● Required action: Nothing below is to be printed except the lines between the line holding "319px,1591px 331px,1546px 333px,1546px" and the line holding "450px,1517px 507px,1455px 508px,1454px", inclusive, each exactly as it appears.

Material for this exercise: Begin

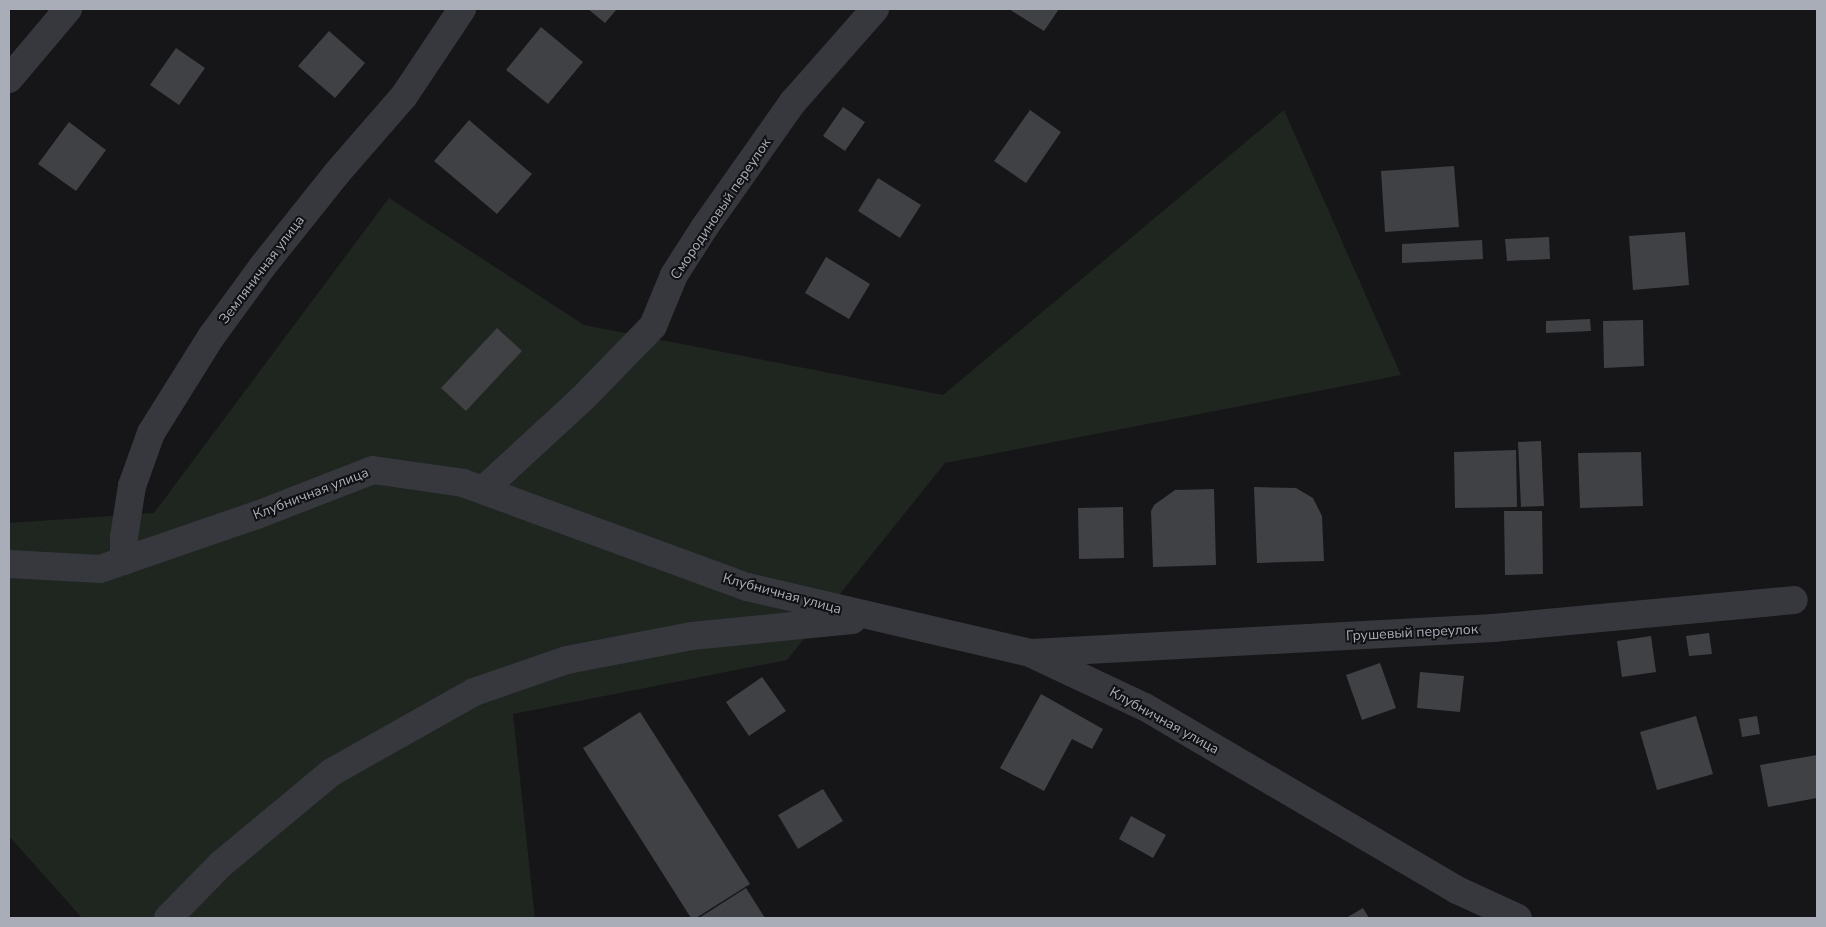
<!DOCTYPE html>
<html>
<head>
<meta charset="utf-8">
<style>
  body { margin:0 }
  #map { position:relative; width:1826px; height:927px; overflow:hidden; background:#161618; font-family:"Nunito Sans",sans-serif }
  div>[style] { position:absolute }
  [style*='--x'] { left:calc(var(--x)*1px); top:calc(var(--y)*1px); width:calc(var(--w)*1px); rotate:calc(var(--a)*1deg) }
  .green>* { inset:0; background:#1e261f }
  .building>* { inset:0; background:#404145 }
  .street>* { height:28px; margin:-14px; padding:0 14px; transform-origin:14px; border-radius:14px; background:#37383d }
  span { translate:-50% -50%; white-space:nowrap; text-align:center; line-height:1.15; -webkit-text-stroke:4px #111113; paint-order:stroke }
  .street-label { font-size:14px; color:#a8adb8 }
  .frame { position:absolute; inset:0; border:10px solid #a8adb8; pointer-events:none }
</style>
</head>
<body>
<div id="map">
  <div class="green">
    <i style="clip-path:polygon(1284px 110px,1401px 375px,945px 463px,787px 660px,513px 714px,535px 918px,82px 918px,9px 836px,9px 523px,154px 513px,389px 198px,584px 325px,943px 395px)"></i>
  </div>
  <div class="building">
    <i style="clip-path:polygon(588px 9px,617px 9px,605px 23px)"></i>
    <i style="clip-path:polygon(1009px 9px,1059px 9px,1044px 31px)"></i>
    <i style="clip-path:polygon(541px 27px,583px 62px,548px 104px,506px 70px)"></i>
    <i style="clip-path:polygon(329px 31px,365px 63px,335px 98px,298px 66px)"></i>
    <i style="clip-path:polygon(176px 48px,205px 68px,179px 105px,150px 85px)"></i>
    <i style="clip-path:polygon(843px 107px,865px 122px,845px 151px,823px 136px)"></i>
    <i style="clip-path:polygon(1030px 110px,1061px 132px,1026px 183px,994px 161px)"></i>
    <i style="clip-path:polygon(469px 120px,532px 174px,497px 214px,434px 161px)"></i>
    <i style="clip-path:polygon(69px 122px,106px 150px,76px 191px,38px 164px)"></i>
    <i style="clip-path:polygon(1454px 166px,1459px 227px,1385px 232px,1381px 171px)"></i>
    <i style="clip-path:polygon(878px 178px,921px 205px,900px 238px,858px 211px)"></i>
    <i style="clip-path:polygon(1685px 232px,1689px 285px,1633px 290px,1629px 236px)"></i>
    <i style="clip-path:polygon(1549px 237px,1550px 259px,1507px 261px,1505px 239px)"></i>
    <i style="clip-path:polygon(1482px 240px,1483px 259px,1402px 263px,1402px 244px)"></i>
    <i style="clip-path:polygon(826px 257px,870px 284px,849px 319px,805px 293px)"></i>
    <i style="clip-path:polygon(1590px 319px,1591px 331px,1546px 333px,1546px 321px)"></i>
    <i style="clip-path:polygon(1643px 320px,1644px 366px,1604px 368px,1603px 321px)"></i>
    <i style="clip-path:polygon(497px 328px,522px 351px,466px 411px,441px 388px)"></i>
    <i style="clip-path:polygon(1541px 441px,1544px 506px,1521px 507px,1518px 442px)"></i>
    <i style="clip-path:polygon(1516px 450px,1517px 507px,1455px 508px,1454px 452px)"></i>
    <i style="clip-path:polygon(1641px 452px,1643px 506px,1580px 508px,1578px 453px)"></i>
    <i style="clip-path:polygon(1254px 487px,1296px 488px,1313px 498px,1322px 516px,1324px 561px,1257px 563px)"></i>
    <i style="clip-path:polygon(1214px 489px,1216px 565px,1153px 567px,1151px 511px,1154px 505px,1175px 490px)"></i>
    <i style="clip-path:polygon(1123px 507px,1124px 558px,1079px 559px,1078px 508px)"></i>
    <i style="clip-path:polygon(1504px 511px,1542px 511px,1543px 574px,1505px 575px)"></i>
    <i style="clip-path:polygon(1709px 633px,1712px 654px,1689px 656px,1686px 636px)"></i>
    <i style="clip-path:polygon(1651px 636px,1656px 672px,1622px 677px,1617px 641px)"></i>
    <i style="clip-path:polygon(1380px 663px,1396px 708px,1362px 720px,1346px 675px)"></i>
    <i style="clip-path:polygon(1420px 672px,1464px 676px,1460px 712px,1417px 708px)"></i>
    <i style="clip-path:polygon(762px 677px,786px 711px,749px 736px,726px 702px)"></i>
    <i style="clip-path:polygon(1041px 694px,1103px 729px,1092px 749px,1072px 739px,1044px 791px,1000px 768px)"></i>
    <i style="clip-path:polygon(640px 712px,750px 884px,696px 918px,691px 918px,583px 748px)"></i>
    <i style="clip-path:polygon(1696px 716px,1713px 774px,1657px 790px,1640px 732px)"></i>
    <i style="clip-path:polygon(1757px 716px,1760px 734px,1742px 737px,1739px 719px)"></i>
    <i style="clip-path:polygon(1817px 755px,1817px 798px,1768px 807px,1760px 765px)"></i>
    <i style="clip-path:polygon(823px 789px,843px 821px,798px 849px,778px 815px)"></i>
    <i style="clip-path:polygon(1131px 816px,1166px 835px,1153px 858px,1119px 839px)"></i>
    <i style="clip-path:polygon(746px 888px,765px 918px,699px 918px)"></i>
    <i style="clip-path:polygon(1363px 908px,1369px 918px,1346px 918px)"></i>
  </div>
  <div class="street">
    <i style="--x:9;--y:79;--w:92;--a:-49.9"></i>
    <i style="--x:483;--y:490;--w:134;--a:-42.6"></i>
    <i style="--x:582;--y:399;--w:102;--a:-45.8"></i>
    <i style="--x:653;--y:326;--w:55;--a:-67.6"></i>
    <i style="--x:674;--y:275;--w:56;--a:-57.4"></i>
    <i style="--x:704;--y:228;--w:154;--a:-54.8"></i>
    <i style="--x:793;--y:102;--w:124;--a:-48.6"></i>
    <i style="--x:124;--y:561;--w:24;--a:-90"></i>
    <i style="--x:124;--y:537;--w:52;--a:-81.1"></i>
    <i style="--x:132;--y:486;--w:56;--a:-70.3"></i>
    <i style="--x:151;--y:433;--w:113;--a:-58"></i>
    <i style="--x:211;--y:337;--w:87;--a:-53.9"></i>
    <i style="--x:262;--y:267;--w:120;--a:-51.4"></i>
    <i style="--x:337;--y:173;--w:102;--a:-49"></i>
    <i style="--x:404;--y:96;--w:105;--a:-56.3"></i>
    <i style="--x:9;--y:564;--w:91;--a:3.1"></i>
    <i style="--x:100;--y:569;--w:166;--a:-19"></i>
    <i style="--x:257;--y:515;--w:124;--a:-21.2"></i>
    <i style="--x:373;--y:470;--w:91;--a:8.2"></i>
    <i style="--x:463;--y:483;--w:302;--a:20.1"></i>
    <i style="--x:747;--y:587;--w:291;--a:13.1"></i>
    <i style="--x:1030;--y:653;--w:127;--a:25.2"></i>
    <i style="--x:1145;--y:707;--w:362;--a:30.4"></i>
    <i style="--x:1457;--y:890;--w:67;--a:24.7"></i>
    <i style="--x:1032;--y:653;--w:462;--a:-3.1"></i>
    <i style="--x:1493;--y:628;--w:302;--a:-5.3"></i>
    <i style="--x:168;--y:918;--w:76;--a:-45.5"></i>
    <i style="--x:221;--y:864;--w:144;--a:-39.7"></i>
    <i style="--x:332;--y:772;--w:163;--a:-29.4"></i>
    <i style="--x:474;--y:692;--w:98;--a:-19"></i>
    <i style="--x:567;--y:660;--w:127;--a:-10.9"></i>
    <i style="--x:692;--y:636;--w:161;--a:-5.7"></i>
  </div>
  <div class="street-label">
    <span style="left:721px;top:209px;rotate:-56deg">Смородиновый переулок</span>
    <span style="left:262px;top:270px;rotate:-53deg">Земляничная улица</span>
    <span style="left:311px;top:494px;rotate:-21deg">Клубничная улица</span>
    <span style="left:782px;top:594px;rotate:15deg">Клубничная улица</span>
    <span style="left:1412px;top:633px;rotate:-3deg">Грушевый переулок</span>
    <span style="left:1164px;top:721px;rotate:29deg">Клубничная улица</span>
  </div>
  <div class="frame"></div>
</div>
</body>
</html>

Material for this exercise: End

● Exercise answer:
    <i style="clip-path:polygon(1590px 319px,1591px 331px,1546px 333px,1546px 321px)"></i>
    <i style="clip-path:polygon(1643px 320px,1644px 366px,1604px 368px,1603px 321px)"></i>
    <i style="clip-path:polygon(497px 328px,522px 351px,466px 411px,441px 388px)"></i>
    <i style="clip-path:polygon(1541px 441px,1544px 506px,1521px 507px,1518px 442px)"></i>
    <i style="clip-path:polygon(1516px 450px,1517px 507px,1455px 508px,1454px 452px)"></i>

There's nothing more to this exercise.